I am 13 years old, and I go to seventh grade with crutches. I walk three blocks to school in the morning with two friends who walk too fast. I am quickly forgotten. After school one day, someone grabs my crutches and runs away. “I know you can walk!” They tease. “Come get them!” I stand paralyzed on the sidewalk, afraid to move an inch. I’m afraid to do anything to make them think they are right—that Olivia is an attention-seeking, overdramatic, disease-faking 13-year-old. 

I stand up from my chair without using the crutches, and a classmate says, “See, you can stand! I knew you were faking it.” I don’t know what to say, so I say nothing. 

I was very sick, but no doctor could find an answer. When I was diagnosed with Chronic Fatigue Syndrome, I thought I would finally be taken seriously. Finally, I had an answer for when people asked what was wrong with me. When I was diagnosed with chronic Lyme disease months later, I cried in front of the doctor, thinking to myself once again that things would be different—that I would be able to get better now that I knew what I had.

Eight years later, I am very sick and no doctor fully understands why. I start to occasionally use a cane to help me walk. When I walk down the street, almost everyone stares at me. They look at my cane, my face, my clothes, my feet. They don’t see what they are expecting; they look back up at me, puzzled. My boyfriend says no one is staring. But I see their faces. I look into their eyes. 

Maybe you think I don’t look ‘disabled enough’ to use a cane. I am, after all, a young woman appearing confident; you can’t find a cast, a broken bone, wrinkles, or a hunched back to justify my disabled body. Have you never seen a disabled person look like me?

You have. You walk by me all the time. You don’t hold the door for me or offer me your seat, and you make comments that are offensive without realizing. I don’t get too angry, because I know you don’t mean it that way. But this black stick attached to my hand is a visible indicator that something is wrong. What is wrong with her?

I feel like I have spent my whole life proving that I really am sick, and every time a stranger stares at me they are asking me to prove it again. I remember every word said to me in seventh grade so clearly.

In the U.S., around 117 million people live with a chronic illness. That’s about 50% of all adults. I think about how many of those people don’t look ill— because what, exactly, does chronic illness look like?

It is not only older people with decaying bodies and visibly broken bones that use a cane. I am hurting, and infection spreads inside of me; there is no such thing as normal or right. My bones are not broken, but they are not strong. They cry every day, and aches spread throughout my body, up and down each leg. The pain does not stop. It has found a permanent home: me. 

I go into my local Chinese restaurant, and the waitress I am friendly with looks at my cane and asks if I am okay. I say yes. “What happened?” she asks. 

“I have a chronic illness that can make it hard to walk.” 

“How long?”

“I’ve had it for a while, I just use a cane sometimes.” I say.
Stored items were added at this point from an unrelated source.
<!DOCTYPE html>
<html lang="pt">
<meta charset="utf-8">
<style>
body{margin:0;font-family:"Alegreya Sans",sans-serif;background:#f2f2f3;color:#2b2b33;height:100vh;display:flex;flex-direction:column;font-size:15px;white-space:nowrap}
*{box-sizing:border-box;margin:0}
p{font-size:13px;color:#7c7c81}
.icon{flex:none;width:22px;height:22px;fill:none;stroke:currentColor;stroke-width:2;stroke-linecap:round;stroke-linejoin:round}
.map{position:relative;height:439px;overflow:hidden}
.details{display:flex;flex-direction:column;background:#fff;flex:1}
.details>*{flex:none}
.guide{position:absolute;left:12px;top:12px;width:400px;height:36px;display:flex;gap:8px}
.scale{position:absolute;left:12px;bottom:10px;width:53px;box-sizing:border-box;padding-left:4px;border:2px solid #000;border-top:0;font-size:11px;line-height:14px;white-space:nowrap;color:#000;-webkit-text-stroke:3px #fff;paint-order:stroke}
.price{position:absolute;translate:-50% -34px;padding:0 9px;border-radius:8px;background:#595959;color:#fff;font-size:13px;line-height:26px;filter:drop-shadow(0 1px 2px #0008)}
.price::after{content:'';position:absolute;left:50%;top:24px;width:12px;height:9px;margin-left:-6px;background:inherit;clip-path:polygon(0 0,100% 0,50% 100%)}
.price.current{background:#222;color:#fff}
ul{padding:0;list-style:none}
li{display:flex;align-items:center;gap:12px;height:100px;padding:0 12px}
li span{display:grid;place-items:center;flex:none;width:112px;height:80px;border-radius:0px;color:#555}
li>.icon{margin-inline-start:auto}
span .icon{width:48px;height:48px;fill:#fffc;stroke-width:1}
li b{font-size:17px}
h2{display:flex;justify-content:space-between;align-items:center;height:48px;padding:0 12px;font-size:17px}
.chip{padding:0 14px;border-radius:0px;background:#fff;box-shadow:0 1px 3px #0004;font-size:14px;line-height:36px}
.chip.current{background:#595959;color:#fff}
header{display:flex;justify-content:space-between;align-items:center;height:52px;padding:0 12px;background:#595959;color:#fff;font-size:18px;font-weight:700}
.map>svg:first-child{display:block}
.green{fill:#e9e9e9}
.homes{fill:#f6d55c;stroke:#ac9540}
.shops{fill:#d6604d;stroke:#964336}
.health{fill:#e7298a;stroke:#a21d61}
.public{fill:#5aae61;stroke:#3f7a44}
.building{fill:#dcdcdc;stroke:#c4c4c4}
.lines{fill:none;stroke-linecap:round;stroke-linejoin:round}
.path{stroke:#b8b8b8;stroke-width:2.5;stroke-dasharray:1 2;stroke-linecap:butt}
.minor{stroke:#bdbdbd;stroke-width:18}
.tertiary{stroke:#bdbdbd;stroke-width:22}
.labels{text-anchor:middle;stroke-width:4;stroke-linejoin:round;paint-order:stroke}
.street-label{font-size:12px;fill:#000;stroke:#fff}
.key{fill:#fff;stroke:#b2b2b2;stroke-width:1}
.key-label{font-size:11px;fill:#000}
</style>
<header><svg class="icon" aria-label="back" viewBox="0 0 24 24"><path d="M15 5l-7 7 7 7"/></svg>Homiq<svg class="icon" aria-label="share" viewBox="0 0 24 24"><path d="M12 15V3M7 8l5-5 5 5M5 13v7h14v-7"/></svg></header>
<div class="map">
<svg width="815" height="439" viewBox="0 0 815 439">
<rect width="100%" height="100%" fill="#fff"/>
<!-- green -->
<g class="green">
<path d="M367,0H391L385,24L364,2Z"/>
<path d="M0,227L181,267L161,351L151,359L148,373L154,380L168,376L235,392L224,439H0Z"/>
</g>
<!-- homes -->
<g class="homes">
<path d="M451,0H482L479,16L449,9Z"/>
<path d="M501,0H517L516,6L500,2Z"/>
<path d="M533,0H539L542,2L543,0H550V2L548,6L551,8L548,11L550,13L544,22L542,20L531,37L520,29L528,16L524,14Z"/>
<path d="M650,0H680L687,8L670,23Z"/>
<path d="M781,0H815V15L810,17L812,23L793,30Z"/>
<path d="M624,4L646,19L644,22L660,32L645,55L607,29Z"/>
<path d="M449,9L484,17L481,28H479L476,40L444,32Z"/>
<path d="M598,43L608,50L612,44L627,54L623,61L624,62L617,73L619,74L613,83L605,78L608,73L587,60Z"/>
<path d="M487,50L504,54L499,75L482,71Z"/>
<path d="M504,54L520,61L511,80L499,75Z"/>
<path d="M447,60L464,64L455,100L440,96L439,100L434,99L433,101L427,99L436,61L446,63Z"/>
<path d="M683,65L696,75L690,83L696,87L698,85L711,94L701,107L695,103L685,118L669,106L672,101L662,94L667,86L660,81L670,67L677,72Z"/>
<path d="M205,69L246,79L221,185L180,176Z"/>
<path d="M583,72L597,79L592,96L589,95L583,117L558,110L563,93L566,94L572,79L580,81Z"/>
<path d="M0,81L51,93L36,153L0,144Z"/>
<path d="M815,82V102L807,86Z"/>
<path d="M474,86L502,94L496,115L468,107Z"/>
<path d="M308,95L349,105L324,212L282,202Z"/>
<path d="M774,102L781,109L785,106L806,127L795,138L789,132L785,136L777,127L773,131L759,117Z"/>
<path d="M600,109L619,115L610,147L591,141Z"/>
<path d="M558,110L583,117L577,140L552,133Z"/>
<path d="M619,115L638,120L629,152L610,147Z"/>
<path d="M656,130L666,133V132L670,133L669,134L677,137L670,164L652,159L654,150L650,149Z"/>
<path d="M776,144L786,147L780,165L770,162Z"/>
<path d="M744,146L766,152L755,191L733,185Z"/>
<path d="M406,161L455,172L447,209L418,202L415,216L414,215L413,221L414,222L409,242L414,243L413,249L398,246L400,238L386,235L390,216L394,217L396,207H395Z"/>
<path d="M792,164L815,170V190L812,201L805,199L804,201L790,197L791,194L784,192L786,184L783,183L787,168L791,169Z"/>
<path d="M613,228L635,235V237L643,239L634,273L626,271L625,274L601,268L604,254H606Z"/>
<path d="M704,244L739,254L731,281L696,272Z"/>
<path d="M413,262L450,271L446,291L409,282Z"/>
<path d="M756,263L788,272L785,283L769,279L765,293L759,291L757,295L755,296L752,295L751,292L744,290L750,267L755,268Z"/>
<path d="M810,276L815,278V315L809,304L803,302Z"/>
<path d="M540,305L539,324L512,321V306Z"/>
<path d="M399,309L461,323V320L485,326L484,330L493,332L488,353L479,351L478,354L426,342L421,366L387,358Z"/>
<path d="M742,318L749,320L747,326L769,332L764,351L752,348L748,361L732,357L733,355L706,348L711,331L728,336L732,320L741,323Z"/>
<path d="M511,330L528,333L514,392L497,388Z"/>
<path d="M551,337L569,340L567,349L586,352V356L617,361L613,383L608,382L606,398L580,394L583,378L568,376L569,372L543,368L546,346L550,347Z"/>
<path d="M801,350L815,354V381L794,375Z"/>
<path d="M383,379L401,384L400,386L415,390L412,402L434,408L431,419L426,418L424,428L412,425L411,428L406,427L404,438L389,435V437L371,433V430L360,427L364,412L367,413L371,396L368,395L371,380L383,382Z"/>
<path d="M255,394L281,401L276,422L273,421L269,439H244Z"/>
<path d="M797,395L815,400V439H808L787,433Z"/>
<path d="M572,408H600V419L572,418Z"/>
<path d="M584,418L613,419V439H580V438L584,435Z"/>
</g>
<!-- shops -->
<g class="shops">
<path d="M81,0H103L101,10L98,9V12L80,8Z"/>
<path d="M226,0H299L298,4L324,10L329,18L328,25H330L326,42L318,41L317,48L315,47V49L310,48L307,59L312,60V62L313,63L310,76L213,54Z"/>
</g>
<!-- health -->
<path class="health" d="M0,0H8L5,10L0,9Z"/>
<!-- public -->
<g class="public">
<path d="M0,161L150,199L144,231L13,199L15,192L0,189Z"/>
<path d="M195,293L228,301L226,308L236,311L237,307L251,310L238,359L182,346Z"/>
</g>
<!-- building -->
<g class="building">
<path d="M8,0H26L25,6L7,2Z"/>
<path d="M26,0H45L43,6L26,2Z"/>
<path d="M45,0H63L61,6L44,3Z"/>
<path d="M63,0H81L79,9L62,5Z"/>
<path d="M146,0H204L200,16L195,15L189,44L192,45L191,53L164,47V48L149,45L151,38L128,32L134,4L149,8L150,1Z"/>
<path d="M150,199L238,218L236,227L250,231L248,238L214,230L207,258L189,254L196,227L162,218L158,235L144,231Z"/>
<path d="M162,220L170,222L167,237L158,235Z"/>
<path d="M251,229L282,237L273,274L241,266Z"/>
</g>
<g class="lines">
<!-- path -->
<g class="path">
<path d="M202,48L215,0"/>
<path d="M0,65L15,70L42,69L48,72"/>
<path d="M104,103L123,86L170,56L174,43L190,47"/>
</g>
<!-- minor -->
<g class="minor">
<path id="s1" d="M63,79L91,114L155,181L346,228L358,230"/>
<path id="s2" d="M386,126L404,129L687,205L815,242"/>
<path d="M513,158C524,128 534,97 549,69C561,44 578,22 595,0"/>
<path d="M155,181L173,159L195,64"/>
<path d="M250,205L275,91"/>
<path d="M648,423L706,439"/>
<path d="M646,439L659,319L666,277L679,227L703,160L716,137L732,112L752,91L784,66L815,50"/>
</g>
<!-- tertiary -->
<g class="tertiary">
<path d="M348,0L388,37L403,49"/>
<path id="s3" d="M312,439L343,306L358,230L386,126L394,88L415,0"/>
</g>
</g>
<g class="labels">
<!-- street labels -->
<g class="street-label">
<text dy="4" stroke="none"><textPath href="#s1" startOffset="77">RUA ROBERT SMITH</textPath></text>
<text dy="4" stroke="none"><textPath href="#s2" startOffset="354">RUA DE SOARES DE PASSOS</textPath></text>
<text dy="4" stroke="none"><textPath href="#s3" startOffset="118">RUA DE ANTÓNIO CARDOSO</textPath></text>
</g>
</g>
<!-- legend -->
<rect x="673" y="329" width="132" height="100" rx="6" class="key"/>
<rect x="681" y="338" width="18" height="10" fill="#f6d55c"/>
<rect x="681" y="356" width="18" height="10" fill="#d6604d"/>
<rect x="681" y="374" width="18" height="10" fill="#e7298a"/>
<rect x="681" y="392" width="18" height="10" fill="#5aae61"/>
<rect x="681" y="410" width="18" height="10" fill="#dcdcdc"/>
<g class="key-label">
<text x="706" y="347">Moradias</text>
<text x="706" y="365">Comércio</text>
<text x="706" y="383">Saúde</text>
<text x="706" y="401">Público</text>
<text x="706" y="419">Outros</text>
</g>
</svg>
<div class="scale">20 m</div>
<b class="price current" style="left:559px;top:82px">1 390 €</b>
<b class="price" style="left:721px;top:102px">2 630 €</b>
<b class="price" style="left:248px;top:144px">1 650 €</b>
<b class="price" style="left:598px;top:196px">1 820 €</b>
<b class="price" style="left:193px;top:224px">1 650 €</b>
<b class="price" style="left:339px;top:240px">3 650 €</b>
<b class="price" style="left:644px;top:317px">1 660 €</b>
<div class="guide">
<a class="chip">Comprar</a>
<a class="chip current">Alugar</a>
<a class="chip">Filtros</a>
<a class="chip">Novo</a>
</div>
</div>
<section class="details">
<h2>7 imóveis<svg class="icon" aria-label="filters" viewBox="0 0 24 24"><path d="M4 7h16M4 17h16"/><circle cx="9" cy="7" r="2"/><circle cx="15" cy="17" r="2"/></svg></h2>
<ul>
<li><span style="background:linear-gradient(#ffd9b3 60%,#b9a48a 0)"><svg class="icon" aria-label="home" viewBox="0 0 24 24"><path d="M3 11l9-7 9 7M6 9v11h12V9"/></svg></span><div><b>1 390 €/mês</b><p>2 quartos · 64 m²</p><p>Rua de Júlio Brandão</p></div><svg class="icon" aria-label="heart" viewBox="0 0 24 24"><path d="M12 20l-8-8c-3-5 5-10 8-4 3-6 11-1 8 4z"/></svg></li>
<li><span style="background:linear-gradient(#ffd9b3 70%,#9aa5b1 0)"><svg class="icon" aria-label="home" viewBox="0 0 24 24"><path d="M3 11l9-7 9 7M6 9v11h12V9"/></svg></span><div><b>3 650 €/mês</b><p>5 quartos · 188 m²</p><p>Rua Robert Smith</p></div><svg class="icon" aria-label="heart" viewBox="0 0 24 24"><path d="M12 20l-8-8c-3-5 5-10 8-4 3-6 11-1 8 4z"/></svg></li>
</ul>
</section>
She tells me she hopes I feel better soon.

It is the first time I have gone out on my own with the cane. I instantly return to middle school, overwhelmed with anxiety, wishing I could be swallowed by the air and escape the moment. I walk slowly, taking my time, feeling the freedom and breathing in air. I want so badly to use my cane with confidence, to yell at everyone who questions me, and to not feel burdened with embarrassment about my body. I want to tell every person who stares how not unusual I am.